J. Michael Foxx, 1940-2020
Father, husband, entrepreneur, adventurer. Mike is remembered for his unwavering belief in people, love for his family and friends, passion for granite and mountain peaks, and of course his always-adventurous spirit.
The son of an Army Colonel, Mike’s childhood was spent finding adventures in Cincinnati, Germany, Washington, and California. While still getting his business degree, he began Foxx Maintenance in Orange County, among other small businesses.
He married LaVonne and together they had four children, never missing a chance to climb a rock or hike in the High Sierras and Rocky Mountains with family and friends. Mike loved to mentor others in the art of climbing, always with patience and encouraging words.
After the family moved to Ridgway in1986, he continued to follow his passion for small business and big rocks. Utilizing his vast survival and mountaineering skills, he joined and became captain of the Ouray Mountain Rescue Team. His adventures with this team would become his story for years to come, even after his resignation due to injuries sustained while on one of the rescues. To the end, he spoke highly of the team, reminding us all that each one is vital to the other.
Mike moved to Durango where he continued to climb and hone his taste for local beers. Recent years brought with it more health challenges and a move back to California, but his love of people and stories of the mountains continued on.
Michael went Off Belay on March 19, 2020 after a brave battle with Parkinson’s and prostate cancer, his devoted daughter, Michelle, by his side.
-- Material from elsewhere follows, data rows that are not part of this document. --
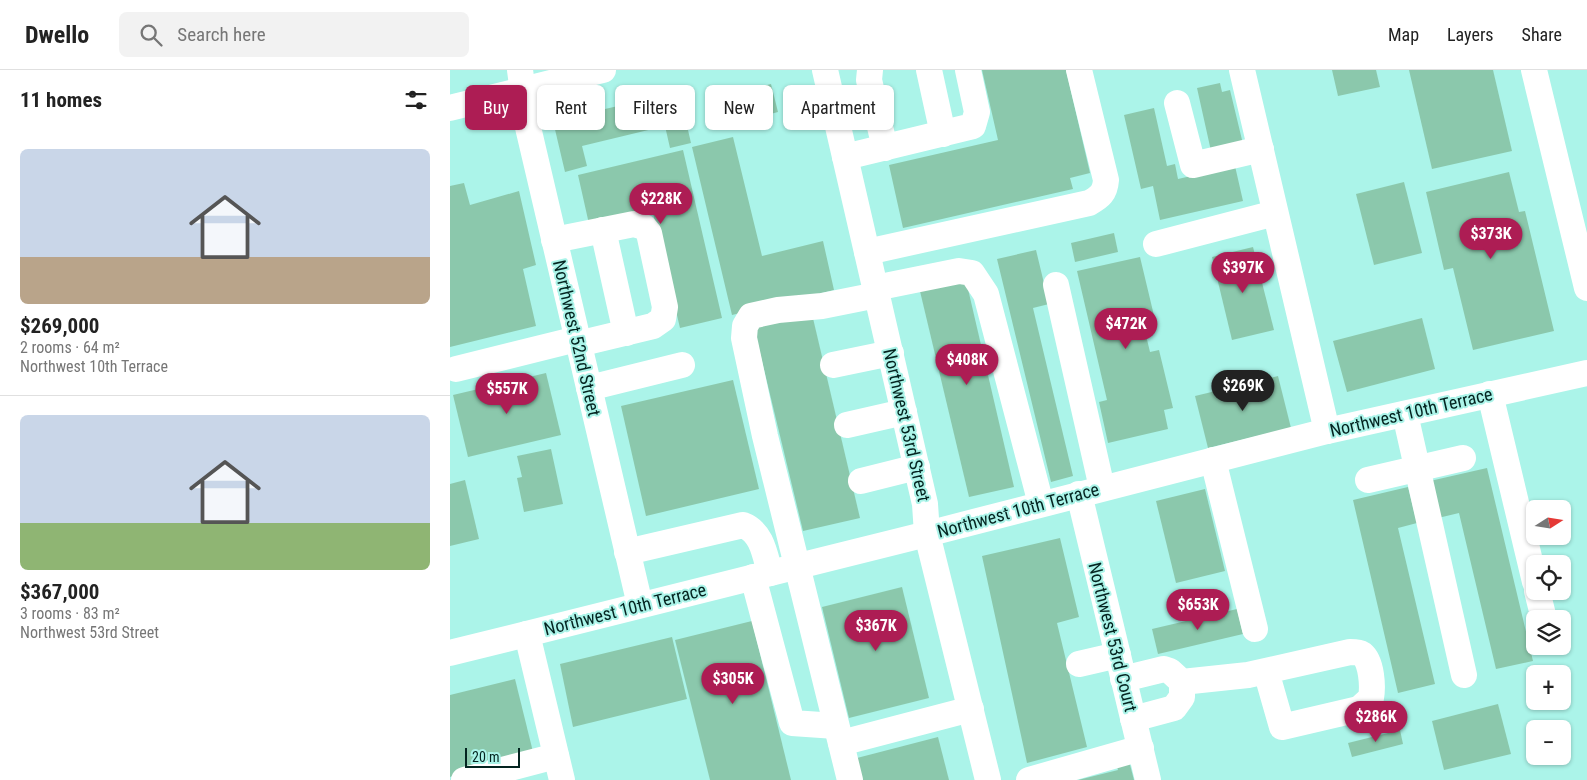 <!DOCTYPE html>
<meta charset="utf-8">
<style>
body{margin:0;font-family:"Roboto Condensed",sans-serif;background:#f2f2f2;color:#222;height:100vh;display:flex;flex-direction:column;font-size:19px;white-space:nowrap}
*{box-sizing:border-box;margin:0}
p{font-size:16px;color:#767676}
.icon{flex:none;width:28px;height:28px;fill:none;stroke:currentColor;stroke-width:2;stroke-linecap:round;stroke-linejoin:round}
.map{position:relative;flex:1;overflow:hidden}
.details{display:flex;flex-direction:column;background:#fff;width:450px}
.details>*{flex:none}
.guide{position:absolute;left:15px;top:15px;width:475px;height:45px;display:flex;gap:10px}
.needle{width:32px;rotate:78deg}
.controls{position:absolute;left:1076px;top:430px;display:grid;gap:10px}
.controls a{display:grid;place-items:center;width:45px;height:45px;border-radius:8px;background:#fff;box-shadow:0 1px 4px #0004;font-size:25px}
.scale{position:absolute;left:15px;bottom:12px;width:55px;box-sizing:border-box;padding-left:5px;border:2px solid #042420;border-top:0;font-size:14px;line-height:18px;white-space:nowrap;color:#042420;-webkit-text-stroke:4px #abf4e9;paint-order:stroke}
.price{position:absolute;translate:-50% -42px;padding:0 11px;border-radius:18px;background:#ad1d54;color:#fff;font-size:16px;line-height:32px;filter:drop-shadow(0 1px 2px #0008)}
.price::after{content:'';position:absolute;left:50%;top:30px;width:15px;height:11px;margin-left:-8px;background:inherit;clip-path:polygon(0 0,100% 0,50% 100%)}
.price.selected{background:#222;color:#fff}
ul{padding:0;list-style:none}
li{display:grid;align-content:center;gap:10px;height:265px;padding:0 20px}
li+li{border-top:1px solid #e0e0e0}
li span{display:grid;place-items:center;height:155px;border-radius:8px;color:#555}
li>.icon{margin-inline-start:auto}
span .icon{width:90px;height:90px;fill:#fffc;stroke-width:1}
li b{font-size:21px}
h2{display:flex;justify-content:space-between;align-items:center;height:60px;padding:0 20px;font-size:21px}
.tag{padding:0 18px;border-radius:8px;background:#fff;box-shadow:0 1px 4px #0004;font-size:18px;line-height:45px}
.tag.selected{background:#ad1d54;color:#fff}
header{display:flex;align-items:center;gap:30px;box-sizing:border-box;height:70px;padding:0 25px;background:#fff;border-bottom:1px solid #e0e0e0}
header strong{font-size:24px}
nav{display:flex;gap:28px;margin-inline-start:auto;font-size:18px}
.search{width:350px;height:45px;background:#f2f2f2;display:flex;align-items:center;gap:12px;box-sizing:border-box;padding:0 18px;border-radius:8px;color:#767676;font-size:19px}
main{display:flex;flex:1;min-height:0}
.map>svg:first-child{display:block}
.building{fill:#8bc8ac}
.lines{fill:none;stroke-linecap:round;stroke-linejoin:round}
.minor{stroke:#fff;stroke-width:26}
.labels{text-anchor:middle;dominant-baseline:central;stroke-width:4;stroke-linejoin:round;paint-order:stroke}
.street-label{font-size:18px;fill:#042420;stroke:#abf4e9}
</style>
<header>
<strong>Dwello</strong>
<div class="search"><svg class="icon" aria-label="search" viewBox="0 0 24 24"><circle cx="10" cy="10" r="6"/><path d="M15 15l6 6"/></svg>Search here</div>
<nav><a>Map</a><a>Layers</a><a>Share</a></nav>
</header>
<main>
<section class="details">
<h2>11 homes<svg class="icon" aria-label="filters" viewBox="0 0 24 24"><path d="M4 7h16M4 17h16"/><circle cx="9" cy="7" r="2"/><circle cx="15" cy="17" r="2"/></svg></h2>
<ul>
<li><span style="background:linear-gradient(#c9d6e8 70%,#b9a48a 0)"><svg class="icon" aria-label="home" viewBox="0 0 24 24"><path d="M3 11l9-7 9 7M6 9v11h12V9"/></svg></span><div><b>$269,000</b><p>2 rooms · 64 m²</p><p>Northwest 10th Terrace</p></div></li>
<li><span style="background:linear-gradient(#c9d6e8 70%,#8fb573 0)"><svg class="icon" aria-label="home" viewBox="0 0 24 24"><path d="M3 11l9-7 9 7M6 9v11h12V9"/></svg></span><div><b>$367,000</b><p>3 rooms · 83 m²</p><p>Northwest 53rd Street</p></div></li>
</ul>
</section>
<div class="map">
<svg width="1137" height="710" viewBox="0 0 1137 710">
<rect width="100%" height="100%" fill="#abf4e9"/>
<!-- building -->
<g class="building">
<path d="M532 0H616L640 103 620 108 623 119 453 158 439 95 548 70Z"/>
<path d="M882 0H926L930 17 888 26Z"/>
<path d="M959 0H1043L1062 81 982 99Z"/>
<path d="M770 13 772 22 780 20 793 74 761 81 747 18Z"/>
<path d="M321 14 328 42 290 52 289 45 276 48 271 26Z"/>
<path d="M220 24 226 50 235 47 241 73 220 78 215 56 132 76 137 96 115 102 103 51Z"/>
<path d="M704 38 717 96 725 94 728 109 785 96 793 131 710 150 703 116 691 119 674 45Z"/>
<path d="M283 67 312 186 373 171 384 220 282 245 242 77Z"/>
<path d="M233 80 272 248 230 258 202 139 139 154 128 105Z"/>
<path d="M1059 102 1069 142 1075 141 1104 261 1023 280 1003 198 994 200 976 122Z"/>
<path d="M954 112 972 183 924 195 906 124Z"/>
<path d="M14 113 20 135 69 121 86 195 73 199 86 256 0 277V116Z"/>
<path d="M664 163 668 182 625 192 621 173Z"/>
<path d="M803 177 824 260 782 270 762 187Z"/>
<path d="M586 180 599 234 583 238 623 406 601 412 547 189Z"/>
<path d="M690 187 706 254 694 257 700 282 709 280 723 338 714 340 718 359 658 373 649 332 657 330 627 201Z"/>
<path d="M515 206 564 417 519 427 469 217Z"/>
<path d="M362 244 410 448 353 461 304 258Z"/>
<path d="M972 248 985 299 897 322 883 271Z"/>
<path d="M96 303 111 365 18 387 3 325Z"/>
<path d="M828 306 841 358 758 378 745 326Z"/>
<path d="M283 310 309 419 196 446 171 336Z"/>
<path d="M101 379 113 434 74 442 67 408 72 407 67 386Z"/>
<path d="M1037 398 1083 591 1046 599 1009 443 988 448 980 411Z"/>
<path d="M15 410 29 469 0 476V414Z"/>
<path d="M958 417 967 453 948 458 985 614 948 623 903 430Z"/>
<path d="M755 419 775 501 726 513 706 431Z"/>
<path d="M610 468 629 547 607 553 637 677 577 693 532 486Z"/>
<path d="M452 517 479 628 399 648 372 537Z"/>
<path d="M787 539 793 564 708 584 702 559Z"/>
<path d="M302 551 341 710H260L225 570Z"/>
<path d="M222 567 237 629 123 657 110 594Z"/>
<path d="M65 609 84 686 0 707V625Z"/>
<path d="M1048 634 1061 684 994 700 982 651Z"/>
<path d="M950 660 953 674 902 687 898 673Z"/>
<path d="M488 667 499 710H412L407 688Z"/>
<path d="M679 691 684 710H628L668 700 666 694Z"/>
</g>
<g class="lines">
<!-- minor -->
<g class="minor">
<path d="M70 0 77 53 190 535"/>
<path d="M375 0 475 434 477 464 538 710"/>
<path d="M420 0 419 10 435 78"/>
<path d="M479 0 493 64"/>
<path d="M792 0 877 361"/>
<path d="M1084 0 1137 218"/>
<path d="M727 33 743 95 811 79"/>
<path d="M0 38 153 0"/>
<path d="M395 87 523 56 527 42 518 0"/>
<path d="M153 160 176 263"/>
<path d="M104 170 184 154 194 157 199 163 215 237 213 249 203 256 128 274"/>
<path d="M706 174 825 143"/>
<path d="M417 182 639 133C650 127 655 123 656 110L629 0"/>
<path d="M606 215 652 418"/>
<path d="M425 218 509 201 522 203 536 224 591 434"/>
<path d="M383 295 441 283"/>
<path d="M6 299 127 269"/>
<path d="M139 318 232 295"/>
<path d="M1040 324 1085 512"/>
<path d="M955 344 1014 605"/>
<path d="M397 355 454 342"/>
<path d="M763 390 805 559"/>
<path d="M918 410 1013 388"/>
<path d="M411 411 467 397"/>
<path d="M629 424 698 710"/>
<path d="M177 482 293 455C312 462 315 485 320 503"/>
<path d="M303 507 342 653 386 656"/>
<path d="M1087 521 1094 549"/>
<path d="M77 564 112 710"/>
<path d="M0 583 477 464 877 361 1137 303"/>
<path d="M629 594 668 585"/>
<path d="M673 609 714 599 720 601 732 612 798 605 900 582C904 582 909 582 912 584 922 592 923 617 921 628L909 639 832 657 816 601"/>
<path d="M683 649 724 638 732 627V612"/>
<path d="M391 673 521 639"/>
<path d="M14 710 106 686"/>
<path d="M400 710 315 366 294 268 295 256 301 246 328 240 372 236 427 225"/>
<path d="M579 710 691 678"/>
</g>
</g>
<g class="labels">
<!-- street labels -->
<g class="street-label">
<text transform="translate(127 268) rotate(77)">Northwest 52nd Street</text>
<text transform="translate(961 342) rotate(-13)">Northwest 10th Terrace</text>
<text transform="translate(457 355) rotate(77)">Northwest 53rd Street</text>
<text transform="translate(568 440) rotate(-15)">Northwest 10th Terrace</text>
<text transform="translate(175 539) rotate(-14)">Northwest 10th Terrace</text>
<text transform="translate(663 567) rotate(76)">Northwest 53rd Court</text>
</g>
</g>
</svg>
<div class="controls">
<a><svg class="needle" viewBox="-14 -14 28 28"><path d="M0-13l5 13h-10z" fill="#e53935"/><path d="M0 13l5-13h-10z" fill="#767676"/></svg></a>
<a><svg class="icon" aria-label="locate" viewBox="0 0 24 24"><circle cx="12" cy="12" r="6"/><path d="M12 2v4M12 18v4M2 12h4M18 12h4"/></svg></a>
<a><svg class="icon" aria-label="layers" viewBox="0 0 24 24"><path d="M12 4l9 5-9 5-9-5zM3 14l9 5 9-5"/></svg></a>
<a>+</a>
<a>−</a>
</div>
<div class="scale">20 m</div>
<b class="price" style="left:211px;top:155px">$228K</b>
<b class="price" style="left:1041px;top:190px">$373K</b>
<b class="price" style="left:793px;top:224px">$397K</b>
<b class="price" style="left:676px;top:280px">$472K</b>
<b class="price" style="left:517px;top:316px">$408K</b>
<b class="price selected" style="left:793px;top:342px">$269K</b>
<b class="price" style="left:57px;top:345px">$557K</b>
<b class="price" style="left:748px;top:561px">$653K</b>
<b class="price" style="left:426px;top:582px">$367K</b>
<b class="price" style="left:283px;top:635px">$305K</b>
<b class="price" style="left:926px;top:673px">$286K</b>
<div class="guide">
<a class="tag selected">Buy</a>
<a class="tag">Rent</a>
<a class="tag">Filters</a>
<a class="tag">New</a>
<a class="tag">Apartment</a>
</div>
</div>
</main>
He is survived by his four children, Kevin, Michelle, Scott, and Nathan, and his grandchildren, Leilani and Marcus, all of whom he was so proud.
If you listen, you can probably hear his voice echoing through the mountains, to “Trust the Rope!”, “Check your Knots!”, “I got you On Belay!” and especially reminding us all to "Enjoy the View!”
The Foxx family request that friends remember Michael by supporting OMRT through a donation to the team. Follow this link to see how.
Walt Rule died recently while in hospice at the Rule home in Montrose.
Walt was an amazing man and remarkable, enduring public voice for the land and people of this area. In the 1970s he was the U.S. Forest Service Montrose District ranger, in the 1980s an early Ouray Trail Group member, simultaneously serving with Ouray Mountain Rescue Team from 1987 to 1994. In that capacity he wrote mission reports, detailed meeting minutes and kept the Orange Beast vehicle going. He demurred when asked to be captain, but would have been a terrific one.
Walt was civic minded, a member of OCHS, often present at BOCC and City Council meetings, engaged in the issues of the day, an advocate for these wild San Juans. Most importantly, he was a superb resource, sharing his knowledge with those of us who came after him in OMRT and Trail Group.
He is survived by his wife Nancy.
Walt Rule, in yellow helmet, was among rescuers responding in 1992 to the first-ever winter climbing incident at the Uncompahgre Gorge, which three years later would become the world-renowned Ouray Ice Park.